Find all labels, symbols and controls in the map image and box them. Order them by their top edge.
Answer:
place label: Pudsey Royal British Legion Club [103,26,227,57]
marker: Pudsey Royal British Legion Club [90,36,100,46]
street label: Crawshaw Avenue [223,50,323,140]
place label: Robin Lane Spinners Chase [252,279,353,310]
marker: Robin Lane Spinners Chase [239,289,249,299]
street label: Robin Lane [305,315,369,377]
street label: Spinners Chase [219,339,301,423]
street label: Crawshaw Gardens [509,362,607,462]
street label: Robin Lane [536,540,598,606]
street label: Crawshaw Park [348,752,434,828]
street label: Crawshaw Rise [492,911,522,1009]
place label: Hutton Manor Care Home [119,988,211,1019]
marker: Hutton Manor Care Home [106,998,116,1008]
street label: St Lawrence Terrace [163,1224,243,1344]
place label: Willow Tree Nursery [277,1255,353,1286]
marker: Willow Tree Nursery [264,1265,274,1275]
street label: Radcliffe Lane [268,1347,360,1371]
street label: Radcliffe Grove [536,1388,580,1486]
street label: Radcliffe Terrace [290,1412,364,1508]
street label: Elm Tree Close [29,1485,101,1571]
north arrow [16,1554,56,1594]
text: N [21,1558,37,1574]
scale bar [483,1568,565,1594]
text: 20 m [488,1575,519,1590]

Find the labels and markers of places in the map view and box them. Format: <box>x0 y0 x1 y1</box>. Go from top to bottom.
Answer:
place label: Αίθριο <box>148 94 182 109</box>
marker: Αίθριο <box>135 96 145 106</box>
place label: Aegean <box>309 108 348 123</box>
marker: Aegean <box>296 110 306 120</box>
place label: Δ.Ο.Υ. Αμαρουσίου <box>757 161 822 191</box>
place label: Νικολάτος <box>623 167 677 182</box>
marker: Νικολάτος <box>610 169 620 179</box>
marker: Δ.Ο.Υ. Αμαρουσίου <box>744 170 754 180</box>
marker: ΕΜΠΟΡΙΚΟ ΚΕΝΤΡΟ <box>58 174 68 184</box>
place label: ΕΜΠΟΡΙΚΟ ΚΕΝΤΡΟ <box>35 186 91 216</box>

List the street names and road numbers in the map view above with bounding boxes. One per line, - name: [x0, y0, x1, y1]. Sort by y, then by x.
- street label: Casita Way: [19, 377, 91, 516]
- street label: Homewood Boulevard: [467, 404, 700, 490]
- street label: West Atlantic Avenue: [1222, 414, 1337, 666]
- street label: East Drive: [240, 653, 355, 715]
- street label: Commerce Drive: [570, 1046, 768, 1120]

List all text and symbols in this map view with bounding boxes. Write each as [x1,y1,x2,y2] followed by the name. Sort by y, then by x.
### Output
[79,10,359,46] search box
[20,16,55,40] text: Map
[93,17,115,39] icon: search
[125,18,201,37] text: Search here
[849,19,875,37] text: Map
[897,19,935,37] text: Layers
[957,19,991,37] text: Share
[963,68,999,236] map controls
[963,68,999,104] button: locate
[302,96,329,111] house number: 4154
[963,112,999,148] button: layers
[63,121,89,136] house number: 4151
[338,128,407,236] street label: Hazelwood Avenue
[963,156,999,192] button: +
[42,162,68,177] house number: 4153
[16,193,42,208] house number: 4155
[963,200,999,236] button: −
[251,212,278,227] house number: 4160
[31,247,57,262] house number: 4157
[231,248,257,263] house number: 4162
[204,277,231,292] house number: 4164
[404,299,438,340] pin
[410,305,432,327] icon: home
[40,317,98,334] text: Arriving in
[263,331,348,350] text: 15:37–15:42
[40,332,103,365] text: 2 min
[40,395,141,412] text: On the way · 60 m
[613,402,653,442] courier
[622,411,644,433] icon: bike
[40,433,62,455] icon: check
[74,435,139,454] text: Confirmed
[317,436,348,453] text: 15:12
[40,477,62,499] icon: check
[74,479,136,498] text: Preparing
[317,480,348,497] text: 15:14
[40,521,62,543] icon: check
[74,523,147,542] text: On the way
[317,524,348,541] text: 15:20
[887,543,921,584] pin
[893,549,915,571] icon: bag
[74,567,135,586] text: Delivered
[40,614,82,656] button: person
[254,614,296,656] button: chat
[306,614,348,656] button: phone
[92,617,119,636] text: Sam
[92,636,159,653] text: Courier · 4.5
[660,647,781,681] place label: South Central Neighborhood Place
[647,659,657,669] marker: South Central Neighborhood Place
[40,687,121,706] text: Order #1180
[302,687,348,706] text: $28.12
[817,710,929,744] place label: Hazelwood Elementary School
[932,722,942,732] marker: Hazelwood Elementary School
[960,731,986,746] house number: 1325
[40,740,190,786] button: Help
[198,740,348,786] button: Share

- What is needed
The entries above should be copied out exactly, with none left out.

- Response area
Find all labels, symbols and controls in the map image and box them. Order them by their top edge.
Answer:
place label: Pudsey Royal British Legion Club [103,26,227,57]
marker: Pudsey Royal British Legion Club [90,36,100,46]
street label: Crawshaw Avenue [223,50,323,140]
place label: Robin Lane Spinners Chase [252,279,353,310]
marker: Robin Lane Spinners Chase [239,289,249,299]
street label: Robin Lane [305,315,369,377]
street label: Spinners Chase [219,339,301,423]
street label: Crawshaw Gardens [509,362,607,462]
street label: Robin Lane [536,540,598,606]
street label: Crawshaw Park [348,752,434,828]
street label: Crawshaw Rise [492,911,522,1009]
place label: Hutton Manor Care Home [119,988,211,1019]
marker: Hutton Manor Care Home [106,998,116,1008]
street label: St Lawrence Terrace [163,1224,243,1344]
place label: Willow Tree Nursery [277,1255,353,1286]
marker: Willow Tree Nursery [264,1265,274,1275]
street label: Radcliffe Lane [268,1347,360,1371]
street label: Radcliffe Grove [536,1388,580,1486]
street label: Radcliffe Terrace [290,1412,364,1508]
street label: Elm Tree Close [29,1485,101,1571]
north arrow [16,1554,56,1594]
text: N [21,1558,37,1574]
scale bar [483,1568,565,1594]
text: 20 m [488,1575,519,1590]

Find the labels and markers of places in the map view and box them. Format: <box>x0 y0 x1 y1</box>. Go from top to bottom.
Answer:
place label: Αίθριο <box>148 94 182 109</box>
marker: Αίθριο <box>135 96 145 106</box>
place label: Aegean <box>309 108 348 123</box>
marker: Aegean <box>296 110 306 120</box>
place label: Δ.Ο.Υ. Αμαρουσίου <box>757 161 822 191</box>
place label: Νικολάτος <box>623 167 677 182</box>
marker: Νικολάτος <box>610 169 620 179</box>
marker: Δ.Ο.Υ. Αμαρουσίου <box>744 170 754 180</box>
marker: ΕΜΠΟΡΙΚΟ ΚΕΝΤΡΟ <box>58 174 68 184</box>
place label: ΕΜΠΟΡΙΚΟ ΚΕΝΤΡΟ <box>35 186 91 216</box>

List the street names and road numbers in the map view above with bounding boxes. One per line, - name: [x0, y0, x1, y1]. Sort by y, then by x.
- street label: Casita Way: [19, 377, 91, 516]
- street label: Homewood Boulevard: [467, 404, 700, 490]
- street label: West Atlantic Avenue: [1222, 414, 1337, 666]
- street label: East Drive: [240, 653, 355, 715]
- street label: Commerce Drive: [570, 1046, 768, 1120]

List all text and symbols in this map view with bounding boxes. Write each as [x1,y1,x2,y2] followed by the name. Sort by y, then by x.
### Output
[79,10,359,46] search box
[20,16,55,40] text: Map
[93,17,115,39] icon: search
[125,18,201,37] text: Search here
[849,19,875,37] text: Map
[897,19,935,37] text: Layers
[957,19,991,37] text: Share
[963,68,999,236] map controls
[963,68,999,104] button: locate
[302,96,329,111] house number: 4154
[963,112,999,148] button: layers
[63,121,89,136] house number: 4151
[338,128,407,236] street label: Hazelwood Avenue
[963,156,999,192] button: +
[42,162,68,177] house number: 4153
[16,193,42,208] house number: 4155
[963,200,999,236] button: −
[251,212,278,227] house number: 4160
[31,247,57,262] house number: 4157
[231,248,257,263] house number: 4162
[204,277,231,292] house number: 4164
[404,299,438,340] pin
[410,305,432,327] icon: home
[40,317,98,334] text: Arriving in
[263,331,348,350] text: 15:37–15:42
[40,332,103,365] text: 2 min
[40,395,141,412] text: On the way · 60 m
[613,402,653,442] courier
[622,411,644,433] icon: bike
[40,433,62,455] icon: check
[74,435,139,454] text: Confirmed
[317,436,348,453] text: 15:12
[40,477,62,499] icon: check
[74,479,136,498] text: Preparing
[317,480,348,497] text: 15:14
[40,521,62,543] icon: check
[74,523,147,542] text: On the way
[317,524,348,541] text: 15:20
[887,543,921,584] pin
[893,549,915,571] icon: bag
[74,567,135,586] text: Delivered
[40,614,82,656] button: person
[254,614,296,656] button: chat
[306,614,348,656] button: phone
[92,617,119,636] text: Sam
[92,636,159,653] text: Courier · 4.5
[660,647,781,681] place label: South Central Neighborhood Place
[647,659,657,669] marker: South Central Neighborhood Place
[40,687,121,706] text: Order #1180
[302,687,348,706] text: $28.12
[817,710,929,744] place label: Hazelwood Elementary School
[932,722,942,732] marker: Hazelwood Elementary School
[960,731,986,746] house number: 1325
[40,740,190,786] button: Help
[198,740,348,786] button: Share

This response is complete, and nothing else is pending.